Input for this task:
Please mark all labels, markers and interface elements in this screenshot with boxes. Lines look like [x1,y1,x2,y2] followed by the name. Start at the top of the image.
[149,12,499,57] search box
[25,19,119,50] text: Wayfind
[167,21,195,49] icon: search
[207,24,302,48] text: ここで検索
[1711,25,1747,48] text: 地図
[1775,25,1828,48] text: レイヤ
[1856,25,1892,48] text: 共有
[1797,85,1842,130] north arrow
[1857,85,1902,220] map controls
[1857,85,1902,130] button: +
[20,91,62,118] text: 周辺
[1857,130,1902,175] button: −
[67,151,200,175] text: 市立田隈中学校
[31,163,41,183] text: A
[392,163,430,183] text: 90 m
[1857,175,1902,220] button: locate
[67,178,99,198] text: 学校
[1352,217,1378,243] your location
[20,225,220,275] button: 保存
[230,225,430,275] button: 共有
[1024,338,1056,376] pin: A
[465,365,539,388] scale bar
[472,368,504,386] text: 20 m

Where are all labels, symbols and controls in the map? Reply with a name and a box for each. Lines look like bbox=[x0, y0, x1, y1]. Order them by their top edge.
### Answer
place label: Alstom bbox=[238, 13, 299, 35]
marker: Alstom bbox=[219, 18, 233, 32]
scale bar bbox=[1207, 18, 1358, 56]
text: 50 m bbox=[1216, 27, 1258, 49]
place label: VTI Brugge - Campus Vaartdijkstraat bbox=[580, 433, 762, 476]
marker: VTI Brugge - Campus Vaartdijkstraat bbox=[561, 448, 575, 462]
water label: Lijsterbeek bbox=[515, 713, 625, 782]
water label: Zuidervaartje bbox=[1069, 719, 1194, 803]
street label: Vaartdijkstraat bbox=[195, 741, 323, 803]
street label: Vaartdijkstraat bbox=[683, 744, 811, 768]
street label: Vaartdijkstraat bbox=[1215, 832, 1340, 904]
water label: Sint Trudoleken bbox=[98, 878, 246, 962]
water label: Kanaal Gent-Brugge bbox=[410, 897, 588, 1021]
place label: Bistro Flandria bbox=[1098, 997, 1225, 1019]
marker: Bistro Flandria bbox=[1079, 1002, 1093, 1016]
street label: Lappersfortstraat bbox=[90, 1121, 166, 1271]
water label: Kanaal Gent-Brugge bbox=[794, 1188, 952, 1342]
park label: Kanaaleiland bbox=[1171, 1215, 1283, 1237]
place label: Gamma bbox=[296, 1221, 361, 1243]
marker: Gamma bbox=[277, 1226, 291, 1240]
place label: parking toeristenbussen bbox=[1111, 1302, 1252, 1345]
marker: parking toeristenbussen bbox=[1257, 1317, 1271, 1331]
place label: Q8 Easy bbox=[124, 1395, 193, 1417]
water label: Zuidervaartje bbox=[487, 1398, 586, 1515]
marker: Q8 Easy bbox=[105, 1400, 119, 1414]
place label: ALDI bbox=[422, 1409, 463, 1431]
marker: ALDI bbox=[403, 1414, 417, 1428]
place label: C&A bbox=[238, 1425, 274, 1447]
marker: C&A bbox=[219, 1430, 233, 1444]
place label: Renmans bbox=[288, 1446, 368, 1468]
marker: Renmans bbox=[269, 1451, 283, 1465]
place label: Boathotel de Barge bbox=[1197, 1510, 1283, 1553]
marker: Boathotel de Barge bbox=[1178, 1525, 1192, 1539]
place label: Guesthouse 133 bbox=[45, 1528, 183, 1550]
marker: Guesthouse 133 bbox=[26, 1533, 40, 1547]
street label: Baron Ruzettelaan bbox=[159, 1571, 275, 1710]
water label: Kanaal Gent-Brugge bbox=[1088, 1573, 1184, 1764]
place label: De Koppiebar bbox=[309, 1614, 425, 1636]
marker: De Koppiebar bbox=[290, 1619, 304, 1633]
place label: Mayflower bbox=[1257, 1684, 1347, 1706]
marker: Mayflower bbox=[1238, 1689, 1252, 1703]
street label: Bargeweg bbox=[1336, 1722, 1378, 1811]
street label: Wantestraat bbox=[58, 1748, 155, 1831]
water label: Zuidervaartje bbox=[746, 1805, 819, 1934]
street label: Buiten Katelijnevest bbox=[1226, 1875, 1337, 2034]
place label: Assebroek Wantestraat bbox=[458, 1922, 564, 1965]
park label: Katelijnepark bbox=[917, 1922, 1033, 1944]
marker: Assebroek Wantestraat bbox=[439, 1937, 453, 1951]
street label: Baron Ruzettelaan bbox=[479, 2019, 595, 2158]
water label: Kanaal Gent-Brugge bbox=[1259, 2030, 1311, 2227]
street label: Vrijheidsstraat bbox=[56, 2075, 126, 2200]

What you have to do: The total, and nothing more: how many lines in the entries contain "Boathotel"?

Result of this task: 2